In this project, we use multiple twitter data source via web scraping and existing datasets. We first implement Xgboost model to detect social bots. Then, we use the labels derived from the social bots detection to conduct three parallel studies including network analysis using Hubs and Authorities Algorithm (HITS), topic modeling using LSA, NMF, LDA and sentiment analysis using textblob in order to identify the difference between bots and humans in terms of importance scores, topic trends and sentimental affecting mechanism.

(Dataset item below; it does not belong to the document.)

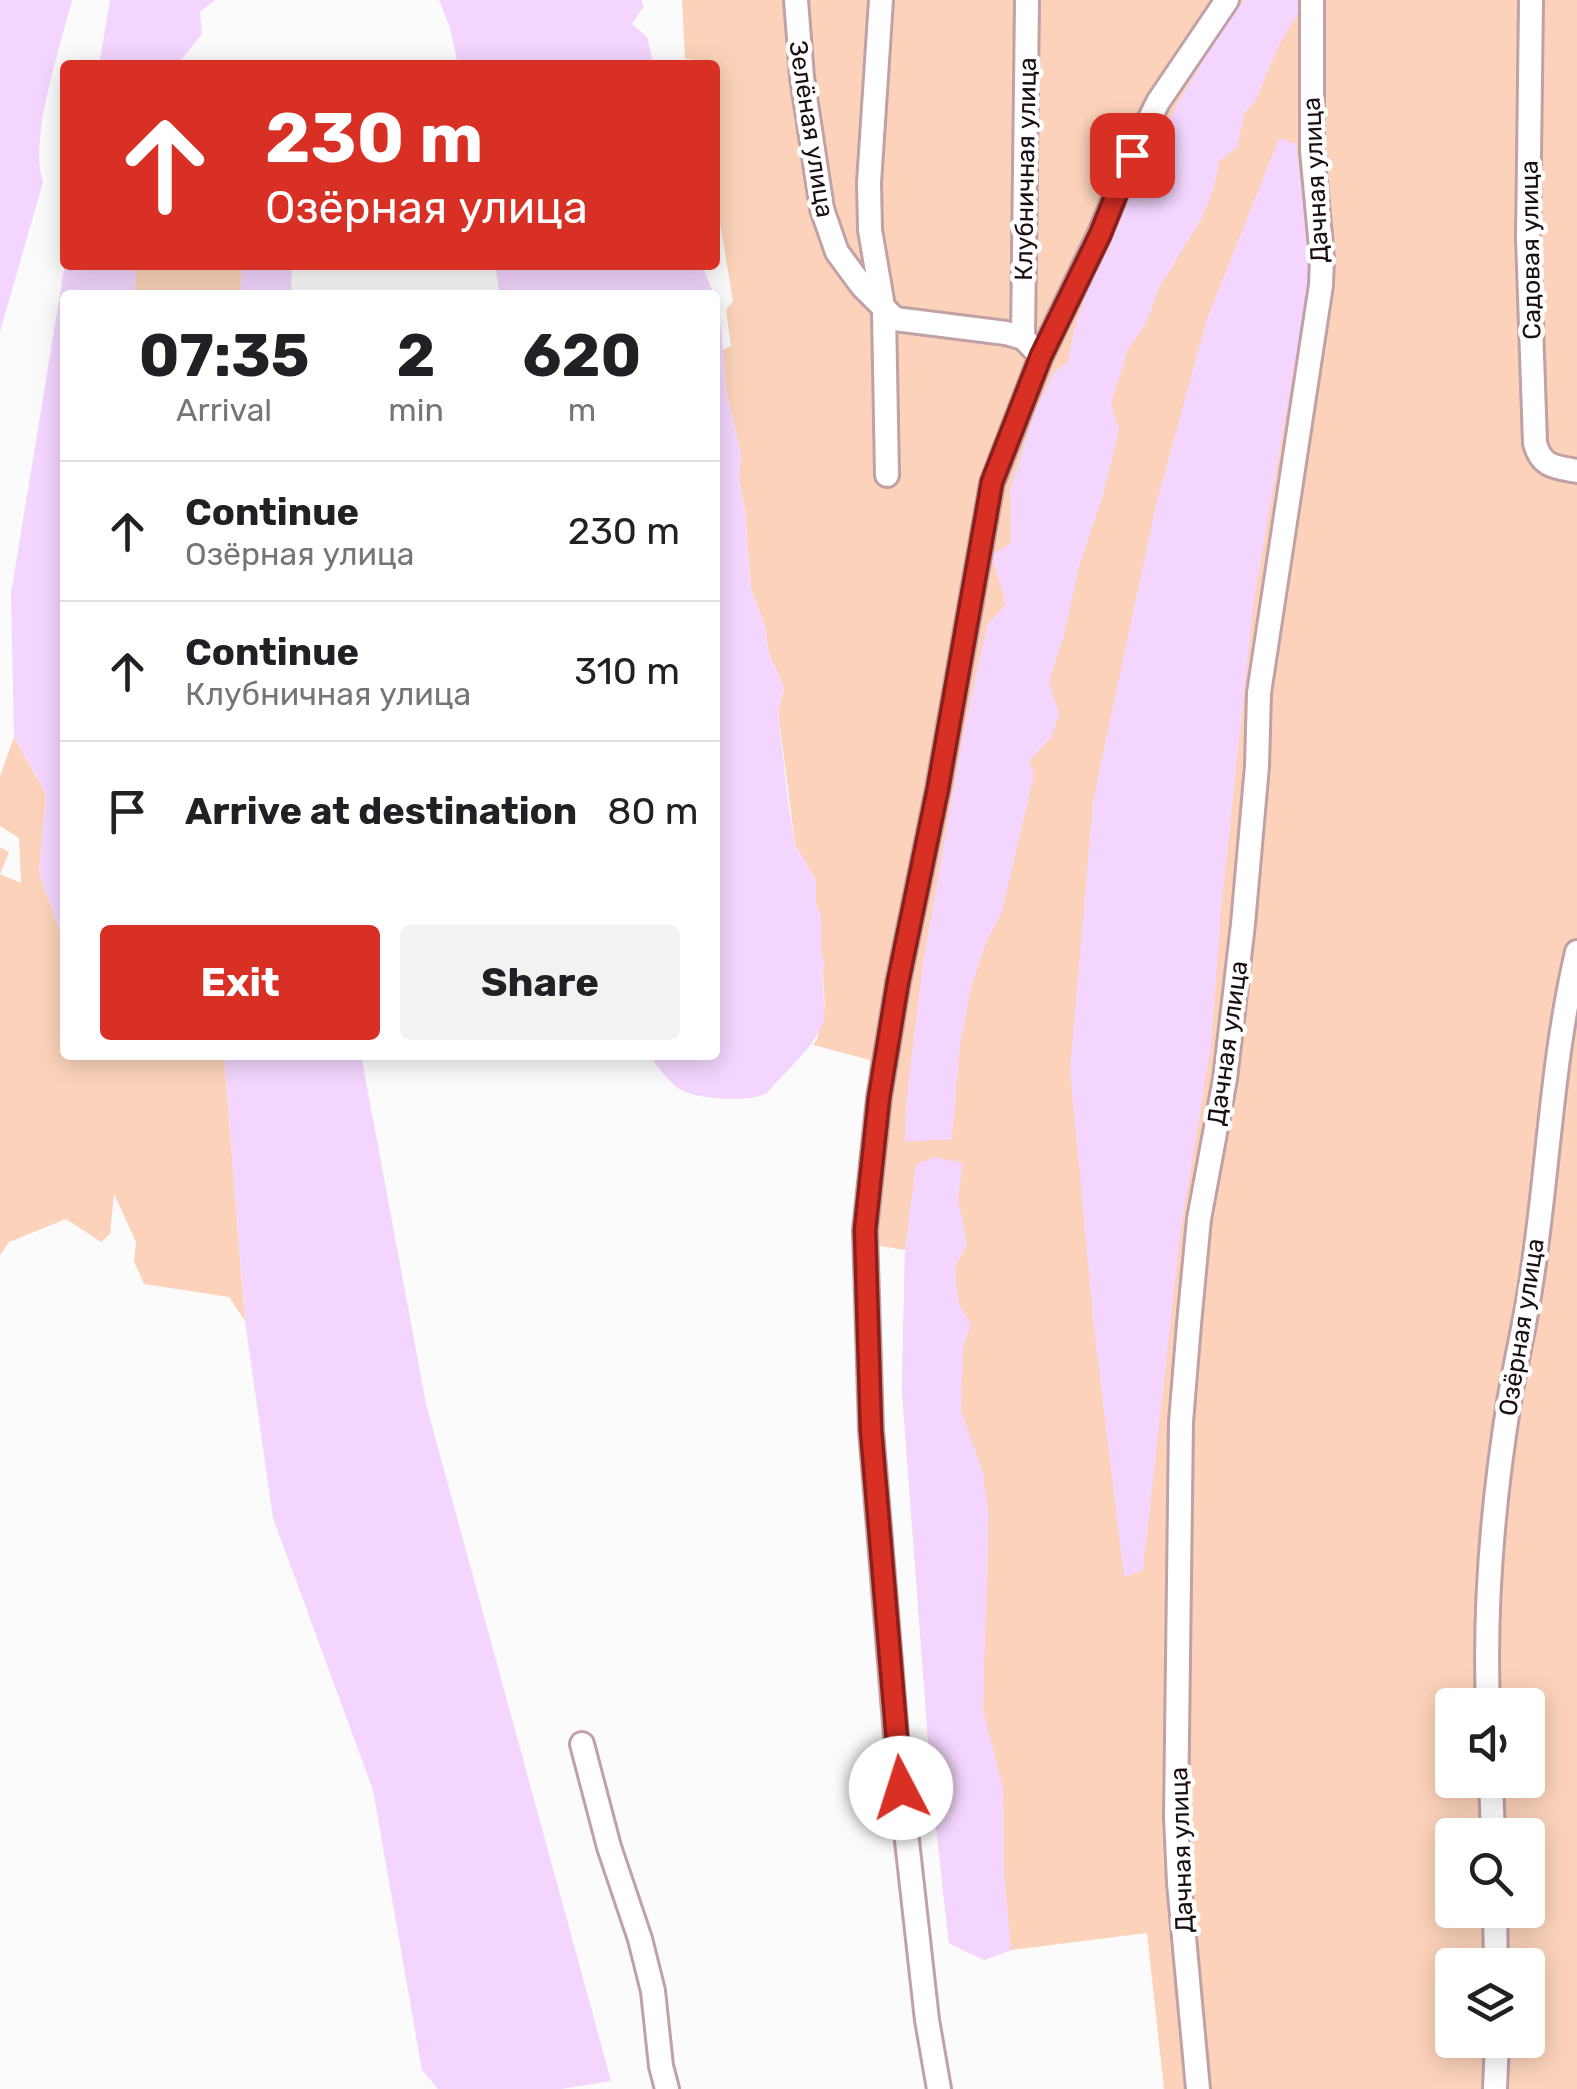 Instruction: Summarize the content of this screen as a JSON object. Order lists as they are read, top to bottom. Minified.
{"streets":{"street":["Зелёная улица","Клубничная улица","Дачная улица","Садовая улица","Озёрная улица"]},"page":{"turn":["230 m","Озёрная улица"],"eta":["07:35","Arrival","2","min","620","m"],"list":[{"name":"Continue","note":"Озёрная улица","value":"230 m"},{"name":"Continue","note":"Клубничная улица","value":"310 m"},{"name":"Arrive at destination","value":"80 m"}],"buttons":["Exit","Share"]}}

The overall pipeline works like:
1. Data Scraping => 2. Social Bots Detection => 3. Network Analysis & Topic Modeling & Sentiment Analysis
- Python3.x
- PySpark
- findspark
- GetOldTweets3
- sklearn
- xgboost
- nltk
- gensim
- textblob
- pandas
- numpy
- emot
- wget
- pyLDAvis
- wordcloud
- plotly
- matplotlib
Main data source: Kaggle UK General Elections 2019 - Twitter replies
This is a scraped dataset using Twitter API contains more than 300, 000 tweets collected from 16 Nov to 14 Dec concerning the UK 2019 General Election. This is a JSON dump of all the tweets, including full metadata. Each part of the file is one tweet. Refer to the link: https://www.kaggle.com/moooozzz/uk-general-elections-2019-twitter-replies/download/d9605jnsmJzxiElRfmA2%2Fversions%2FwQuM603sN8oCEFqejtwX%2Ffiles%2Ftweets_json.json?datasetVersionNumber=1
Other data source:
- Scrapped Tweets: scraped data containing historical tweets that were discussing the UK election or Brexit during that period with GetOldTweets3 python package. In addition to the scrapped tweets, the account’s information such as number of friend count, follower count are also collected using Twitter API with Tweepy.
- trainset for social bots detection: labled data created by us bying merging several open source datasets from https://botometer.iuni.iu.edu/bot-repository/datasets.html
- mp party dataset: scarped data containing twitter account information of candidates. Parties information are manually labeled by us.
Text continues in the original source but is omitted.